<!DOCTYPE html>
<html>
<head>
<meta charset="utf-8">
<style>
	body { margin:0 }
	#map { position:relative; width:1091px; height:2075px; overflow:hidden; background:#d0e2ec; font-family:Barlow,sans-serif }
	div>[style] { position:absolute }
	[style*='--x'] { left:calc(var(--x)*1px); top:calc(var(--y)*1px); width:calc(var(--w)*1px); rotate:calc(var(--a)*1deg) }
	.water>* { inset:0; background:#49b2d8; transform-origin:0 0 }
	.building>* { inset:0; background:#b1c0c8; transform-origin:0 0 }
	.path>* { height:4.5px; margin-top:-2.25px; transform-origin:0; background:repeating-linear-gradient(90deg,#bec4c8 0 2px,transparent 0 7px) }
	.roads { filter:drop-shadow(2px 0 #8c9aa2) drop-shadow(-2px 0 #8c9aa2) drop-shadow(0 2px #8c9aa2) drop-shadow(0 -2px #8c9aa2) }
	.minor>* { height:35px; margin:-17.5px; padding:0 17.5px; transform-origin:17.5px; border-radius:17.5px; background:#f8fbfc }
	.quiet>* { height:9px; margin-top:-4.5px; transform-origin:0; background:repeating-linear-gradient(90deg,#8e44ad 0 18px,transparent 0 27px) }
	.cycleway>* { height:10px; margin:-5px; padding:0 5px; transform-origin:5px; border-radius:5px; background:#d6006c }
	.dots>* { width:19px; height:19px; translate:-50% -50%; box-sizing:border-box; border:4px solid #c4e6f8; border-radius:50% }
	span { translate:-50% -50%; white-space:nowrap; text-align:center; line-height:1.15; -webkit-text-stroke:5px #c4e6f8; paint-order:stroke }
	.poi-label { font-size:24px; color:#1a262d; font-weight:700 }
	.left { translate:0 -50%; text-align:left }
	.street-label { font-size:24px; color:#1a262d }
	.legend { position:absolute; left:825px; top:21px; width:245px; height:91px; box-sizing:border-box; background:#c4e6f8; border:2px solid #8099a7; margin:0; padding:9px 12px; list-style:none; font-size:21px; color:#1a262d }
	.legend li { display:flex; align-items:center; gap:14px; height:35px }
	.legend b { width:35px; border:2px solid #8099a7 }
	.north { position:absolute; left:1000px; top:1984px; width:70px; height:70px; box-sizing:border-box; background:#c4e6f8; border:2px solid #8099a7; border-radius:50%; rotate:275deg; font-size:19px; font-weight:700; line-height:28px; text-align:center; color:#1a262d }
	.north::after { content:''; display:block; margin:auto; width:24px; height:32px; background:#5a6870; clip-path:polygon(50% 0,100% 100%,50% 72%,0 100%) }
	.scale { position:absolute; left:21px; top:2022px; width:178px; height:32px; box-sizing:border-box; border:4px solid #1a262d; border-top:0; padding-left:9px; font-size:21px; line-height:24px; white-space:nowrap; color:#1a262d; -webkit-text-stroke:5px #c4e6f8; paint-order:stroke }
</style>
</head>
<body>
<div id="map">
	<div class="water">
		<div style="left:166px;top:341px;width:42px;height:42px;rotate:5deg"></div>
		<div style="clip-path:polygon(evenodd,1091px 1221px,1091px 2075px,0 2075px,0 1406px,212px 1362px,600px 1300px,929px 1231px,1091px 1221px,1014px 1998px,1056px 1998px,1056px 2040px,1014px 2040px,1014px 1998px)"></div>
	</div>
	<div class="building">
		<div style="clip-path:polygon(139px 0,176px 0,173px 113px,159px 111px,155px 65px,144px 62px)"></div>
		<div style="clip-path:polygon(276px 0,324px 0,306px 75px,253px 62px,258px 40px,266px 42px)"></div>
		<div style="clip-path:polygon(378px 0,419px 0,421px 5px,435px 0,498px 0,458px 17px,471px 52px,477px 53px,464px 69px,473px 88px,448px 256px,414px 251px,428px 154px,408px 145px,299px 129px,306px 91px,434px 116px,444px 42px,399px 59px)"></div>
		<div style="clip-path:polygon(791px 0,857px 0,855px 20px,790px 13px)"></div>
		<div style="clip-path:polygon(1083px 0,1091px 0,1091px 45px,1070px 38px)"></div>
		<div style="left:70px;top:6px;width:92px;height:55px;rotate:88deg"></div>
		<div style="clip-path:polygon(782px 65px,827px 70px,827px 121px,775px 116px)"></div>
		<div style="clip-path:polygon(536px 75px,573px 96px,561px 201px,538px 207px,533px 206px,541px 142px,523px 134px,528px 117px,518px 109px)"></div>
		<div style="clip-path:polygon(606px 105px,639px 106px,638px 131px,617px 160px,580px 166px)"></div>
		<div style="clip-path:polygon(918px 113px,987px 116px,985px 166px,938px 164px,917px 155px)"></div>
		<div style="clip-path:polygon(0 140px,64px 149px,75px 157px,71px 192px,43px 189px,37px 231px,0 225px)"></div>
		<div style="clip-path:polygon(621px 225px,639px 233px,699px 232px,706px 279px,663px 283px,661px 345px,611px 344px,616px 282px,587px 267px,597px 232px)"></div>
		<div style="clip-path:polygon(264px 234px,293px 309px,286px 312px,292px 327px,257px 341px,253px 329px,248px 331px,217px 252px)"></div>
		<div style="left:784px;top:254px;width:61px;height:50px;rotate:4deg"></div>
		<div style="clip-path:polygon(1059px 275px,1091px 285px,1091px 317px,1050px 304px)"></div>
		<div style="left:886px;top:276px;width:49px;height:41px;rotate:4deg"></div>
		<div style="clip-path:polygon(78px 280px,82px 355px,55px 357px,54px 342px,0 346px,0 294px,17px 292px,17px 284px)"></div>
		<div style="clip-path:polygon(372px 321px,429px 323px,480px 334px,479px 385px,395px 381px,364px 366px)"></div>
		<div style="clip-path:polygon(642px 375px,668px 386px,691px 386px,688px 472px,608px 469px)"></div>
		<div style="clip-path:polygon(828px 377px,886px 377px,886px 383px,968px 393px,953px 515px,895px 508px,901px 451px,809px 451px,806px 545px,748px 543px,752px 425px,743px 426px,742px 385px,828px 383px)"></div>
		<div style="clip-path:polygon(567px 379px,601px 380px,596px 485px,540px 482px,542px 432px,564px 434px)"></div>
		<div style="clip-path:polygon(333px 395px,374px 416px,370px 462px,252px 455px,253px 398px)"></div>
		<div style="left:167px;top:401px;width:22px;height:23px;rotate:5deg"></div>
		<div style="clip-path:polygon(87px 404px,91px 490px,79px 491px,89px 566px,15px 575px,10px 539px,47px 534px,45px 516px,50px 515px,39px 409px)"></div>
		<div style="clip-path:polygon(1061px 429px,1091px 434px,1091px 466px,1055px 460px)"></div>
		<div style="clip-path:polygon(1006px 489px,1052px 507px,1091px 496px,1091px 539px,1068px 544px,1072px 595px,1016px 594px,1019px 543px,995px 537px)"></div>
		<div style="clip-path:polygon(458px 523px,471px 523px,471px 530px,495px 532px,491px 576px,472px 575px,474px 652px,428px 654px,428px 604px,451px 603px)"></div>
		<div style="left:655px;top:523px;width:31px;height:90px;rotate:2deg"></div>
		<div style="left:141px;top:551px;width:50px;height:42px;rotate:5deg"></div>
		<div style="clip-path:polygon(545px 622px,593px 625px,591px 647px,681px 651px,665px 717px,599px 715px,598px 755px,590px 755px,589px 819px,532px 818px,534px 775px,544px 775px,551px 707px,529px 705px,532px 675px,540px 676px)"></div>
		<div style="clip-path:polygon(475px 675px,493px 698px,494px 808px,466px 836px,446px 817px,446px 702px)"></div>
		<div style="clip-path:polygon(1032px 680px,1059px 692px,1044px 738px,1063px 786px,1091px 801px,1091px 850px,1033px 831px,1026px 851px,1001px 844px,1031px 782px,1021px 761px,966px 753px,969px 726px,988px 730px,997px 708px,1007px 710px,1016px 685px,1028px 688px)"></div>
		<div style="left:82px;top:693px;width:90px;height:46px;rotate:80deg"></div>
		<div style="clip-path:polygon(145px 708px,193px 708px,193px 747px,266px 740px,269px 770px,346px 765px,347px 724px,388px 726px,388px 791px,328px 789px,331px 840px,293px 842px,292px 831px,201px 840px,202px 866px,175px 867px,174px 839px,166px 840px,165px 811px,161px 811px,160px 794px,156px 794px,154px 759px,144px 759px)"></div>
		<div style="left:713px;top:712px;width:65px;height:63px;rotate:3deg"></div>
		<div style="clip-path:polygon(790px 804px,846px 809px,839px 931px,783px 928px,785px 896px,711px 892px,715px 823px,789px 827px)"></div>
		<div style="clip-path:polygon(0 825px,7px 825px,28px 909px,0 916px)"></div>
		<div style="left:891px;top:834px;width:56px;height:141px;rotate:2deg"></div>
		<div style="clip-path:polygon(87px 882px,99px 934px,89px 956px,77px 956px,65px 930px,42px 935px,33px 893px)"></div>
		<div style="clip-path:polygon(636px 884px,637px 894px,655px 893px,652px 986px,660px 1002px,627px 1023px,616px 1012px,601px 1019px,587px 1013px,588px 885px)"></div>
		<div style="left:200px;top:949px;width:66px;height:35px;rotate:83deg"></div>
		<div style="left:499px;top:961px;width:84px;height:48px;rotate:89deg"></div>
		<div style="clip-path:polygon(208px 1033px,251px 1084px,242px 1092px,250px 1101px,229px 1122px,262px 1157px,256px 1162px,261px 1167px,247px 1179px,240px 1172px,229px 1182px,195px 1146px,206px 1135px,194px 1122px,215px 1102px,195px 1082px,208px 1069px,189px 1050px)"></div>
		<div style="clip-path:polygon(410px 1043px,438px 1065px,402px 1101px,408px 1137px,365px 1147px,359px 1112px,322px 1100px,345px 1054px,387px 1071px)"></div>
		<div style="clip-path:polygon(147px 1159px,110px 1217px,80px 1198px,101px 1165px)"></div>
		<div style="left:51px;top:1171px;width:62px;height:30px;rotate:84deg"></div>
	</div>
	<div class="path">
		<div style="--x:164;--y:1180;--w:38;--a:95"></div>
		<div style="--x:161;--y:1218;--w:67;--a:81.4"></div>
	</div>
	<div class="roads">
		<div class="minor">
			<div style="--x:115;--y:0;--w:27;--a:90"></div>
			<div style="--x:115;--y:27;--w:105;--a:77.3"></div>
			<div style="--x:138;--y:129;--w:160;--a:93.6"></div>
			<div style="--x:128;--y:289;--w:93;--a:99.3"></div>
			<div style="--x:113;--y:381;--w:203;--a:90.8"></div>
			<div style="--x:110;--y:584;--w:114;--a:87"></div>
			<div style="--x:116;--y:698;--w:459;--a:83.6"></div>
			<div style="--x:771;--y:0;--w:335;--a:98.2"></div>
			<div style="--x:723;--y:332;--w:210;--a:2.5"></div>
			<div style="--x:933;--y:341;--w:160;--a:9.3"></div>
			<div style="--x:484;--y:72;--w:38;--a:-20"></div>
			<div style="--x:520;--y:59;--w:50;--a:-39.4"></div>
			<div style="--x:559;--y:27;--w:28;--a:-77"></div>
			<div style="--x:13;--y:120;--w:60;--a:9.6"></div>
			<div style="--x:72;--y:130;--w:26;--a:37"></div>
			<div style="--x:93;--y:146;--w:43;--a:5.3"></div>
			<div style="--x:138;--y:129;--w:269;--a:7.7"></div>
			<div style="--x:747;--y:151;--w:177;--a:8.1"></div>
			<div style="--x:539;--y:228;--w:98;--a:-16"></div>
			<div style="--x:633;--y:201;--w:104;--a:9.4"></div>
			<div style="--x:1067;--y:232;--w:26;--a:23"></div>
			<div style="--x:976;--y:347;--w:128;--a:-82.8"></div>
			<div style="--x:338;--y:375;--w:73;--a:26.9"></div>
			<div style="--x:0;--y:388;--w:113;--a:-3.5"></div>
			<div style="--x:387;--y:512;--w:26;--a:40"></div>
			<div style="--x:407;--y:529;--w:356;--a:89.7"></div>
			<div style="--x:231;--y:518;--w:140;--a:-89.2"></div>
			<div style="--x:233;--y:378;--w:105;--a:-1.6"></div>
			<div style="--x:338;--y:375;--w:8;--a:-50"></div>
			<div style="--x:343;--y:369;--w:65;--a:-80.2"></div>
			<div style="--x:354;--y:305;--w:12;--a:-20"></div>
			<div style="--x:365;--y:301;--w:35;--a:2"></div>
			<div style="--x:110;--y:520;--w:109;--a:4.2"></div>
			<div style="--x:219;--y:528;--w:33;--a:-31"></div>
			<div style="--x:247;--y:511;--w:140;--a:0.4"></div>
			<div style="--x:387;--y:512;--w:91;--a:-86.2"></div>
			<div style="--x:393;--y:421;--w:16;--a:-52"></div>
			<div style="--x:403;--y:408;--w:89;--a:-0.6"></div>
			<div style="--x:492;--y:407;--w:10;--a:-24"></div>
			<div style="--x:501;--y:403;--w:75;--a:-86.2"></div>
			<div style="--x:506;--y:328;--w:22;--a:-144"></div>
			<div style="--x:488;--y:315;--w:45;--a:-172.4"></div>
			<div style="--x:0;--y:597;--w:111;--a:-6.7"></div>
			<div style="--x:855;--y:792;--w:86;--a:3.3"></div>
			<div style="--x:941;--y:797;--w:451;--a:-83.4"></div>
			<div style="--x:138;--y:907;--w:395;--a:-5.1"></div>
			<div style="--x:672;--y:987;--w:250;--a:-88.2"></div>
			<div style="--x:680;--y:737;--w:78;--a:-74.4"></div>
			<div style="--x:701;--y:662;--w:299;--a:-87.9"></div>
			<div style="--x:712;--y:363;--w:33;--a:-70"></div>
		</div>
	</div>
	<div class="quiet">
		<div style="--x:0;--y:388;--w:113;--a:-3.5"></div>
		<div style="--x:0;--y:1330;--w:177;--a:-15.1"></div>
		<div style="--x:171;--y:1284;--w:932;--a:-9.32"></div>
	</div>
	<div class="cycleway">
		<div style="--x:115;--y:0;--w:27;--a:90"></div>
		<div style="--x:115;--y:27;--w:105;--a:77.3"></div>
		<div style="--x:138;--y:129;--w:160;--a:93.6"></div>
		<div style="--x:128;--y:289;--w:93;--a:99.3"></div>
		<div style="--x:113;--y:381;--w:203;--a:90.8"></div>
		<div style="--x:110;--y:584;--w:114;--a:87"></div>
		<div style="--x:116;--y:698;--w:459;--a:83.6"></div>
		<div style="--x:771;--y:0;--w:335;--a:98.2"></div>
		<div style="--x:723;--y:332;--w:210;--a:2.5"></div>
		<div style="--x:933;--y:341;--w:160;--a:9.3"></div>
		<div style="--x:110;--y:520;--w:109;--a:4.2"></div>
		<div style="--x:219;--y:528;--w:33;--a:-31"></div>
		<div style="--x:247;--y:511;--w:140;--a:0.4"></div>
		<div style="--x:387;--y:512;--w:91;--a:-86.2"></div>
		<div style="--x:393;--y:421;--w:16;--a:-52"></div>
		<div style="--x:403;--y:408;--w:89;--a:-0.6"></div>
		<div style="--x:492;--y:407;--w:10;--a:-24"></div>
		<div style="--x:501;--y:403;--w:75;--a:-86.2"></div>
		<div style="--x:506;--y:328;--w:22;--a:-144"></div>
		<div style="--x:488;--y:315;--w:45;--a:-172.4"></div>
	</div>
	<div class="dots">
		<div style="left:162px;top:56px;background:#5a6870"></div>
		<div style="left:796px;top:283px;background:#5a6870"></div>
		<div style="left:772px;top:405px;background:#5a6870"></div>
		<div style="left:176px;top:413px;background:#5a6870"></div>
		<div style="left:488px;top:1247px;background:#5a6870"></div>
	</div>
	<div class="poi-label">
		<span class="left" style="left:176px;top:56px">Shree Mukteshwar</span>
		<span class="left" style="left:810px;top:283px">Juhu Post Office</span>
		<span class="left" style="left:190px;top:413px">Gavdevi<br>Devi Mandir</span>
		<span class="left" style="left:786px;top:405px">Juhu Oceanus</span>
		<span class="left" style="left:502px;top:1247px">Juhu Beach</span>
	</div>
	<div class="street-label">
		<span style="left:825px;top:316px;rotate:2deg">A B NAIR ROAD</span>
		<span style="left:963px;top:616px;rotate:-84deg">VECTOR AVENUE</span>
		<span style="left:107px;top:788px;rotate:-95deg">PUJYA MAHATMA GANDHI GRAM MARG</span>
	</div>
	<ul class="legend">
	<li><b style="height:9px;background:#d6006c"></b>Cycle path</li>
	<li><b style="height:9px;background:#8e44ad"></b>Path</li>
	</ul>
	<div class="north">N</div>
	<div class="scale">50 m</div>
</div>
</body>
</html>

## WHAT IS NEEDED
Which of the lines above carry the string "inset"? Copy every one.

## SOLUTION TO THE PROBLEM
	.water>* { inset:0; background:#49b2d8; transform-origin:0 0 }
	.building>* { inset:0; background:#b1c0c8; transform-origin:0 0 }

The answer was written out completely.